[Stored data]
━━━━━━━━━━━━━━━━

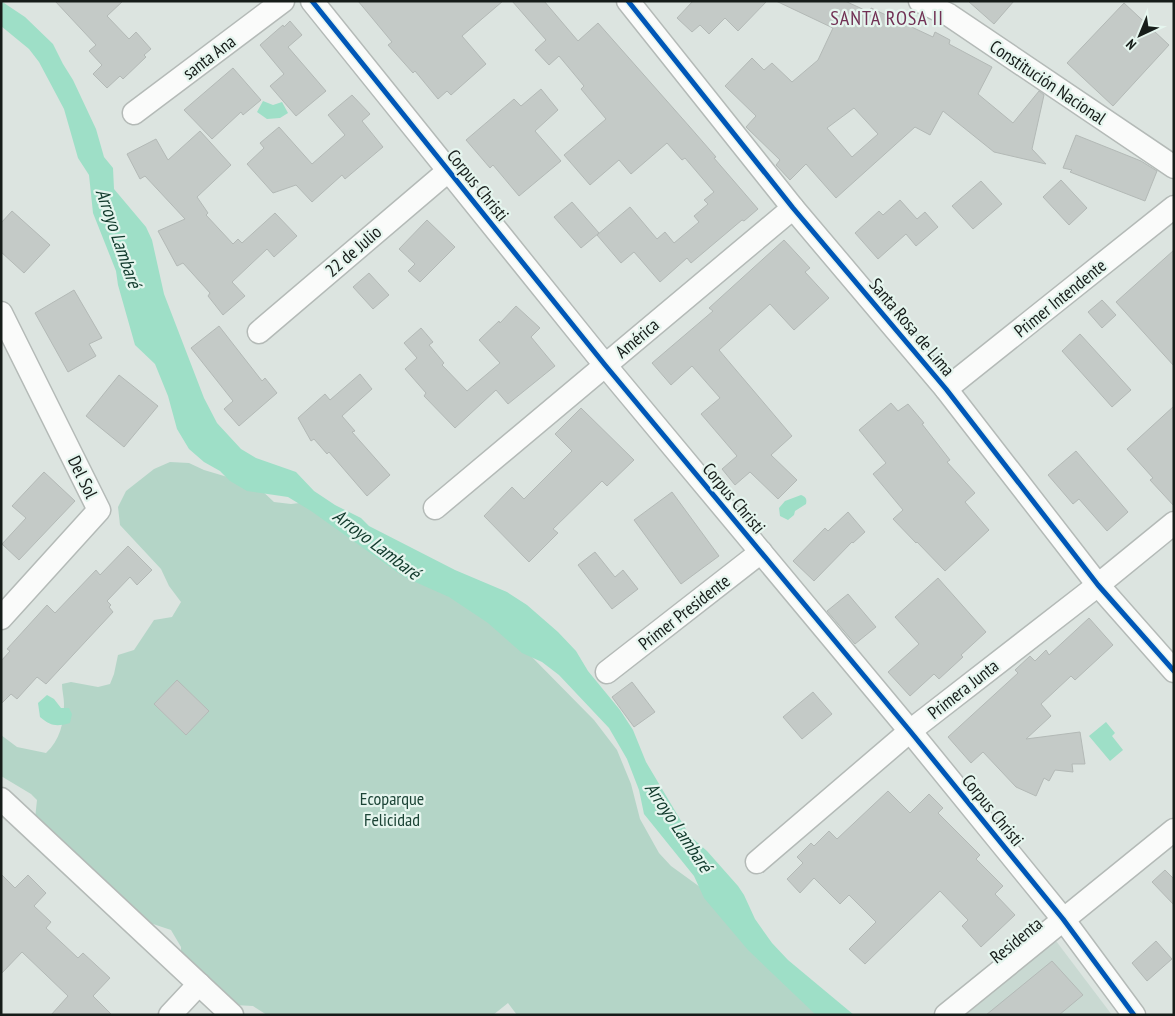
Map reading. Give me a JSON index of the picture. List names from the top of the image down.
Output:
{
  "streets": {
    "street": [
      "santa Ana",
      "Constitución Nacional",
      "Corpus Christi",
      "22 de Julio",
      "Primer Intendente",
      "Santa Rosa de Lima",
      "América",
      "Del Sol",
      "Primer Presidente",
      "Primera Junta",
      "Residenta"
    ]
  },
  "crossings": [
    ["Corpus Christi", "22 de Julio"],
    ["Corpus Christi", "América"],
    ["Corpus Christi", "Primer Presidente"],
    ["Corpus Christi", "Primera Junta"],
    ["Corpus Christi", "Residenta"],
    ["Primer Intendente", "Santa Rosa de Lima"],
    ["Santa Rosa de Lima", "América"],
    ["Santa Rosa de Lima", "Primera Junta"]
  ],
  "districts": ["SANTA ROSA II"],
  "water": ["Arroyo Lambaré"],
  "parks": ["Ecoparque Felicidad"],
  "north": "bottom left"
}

━━━━━━━━━━━━━━━━

Task to carry out:
Which lines of the records above contain the word "América"? Copy each of them.

Solution for this exercise:
      "América",
    ["Corpus Christi", "América"],
    ["Santa Rosa de Lima", "América"],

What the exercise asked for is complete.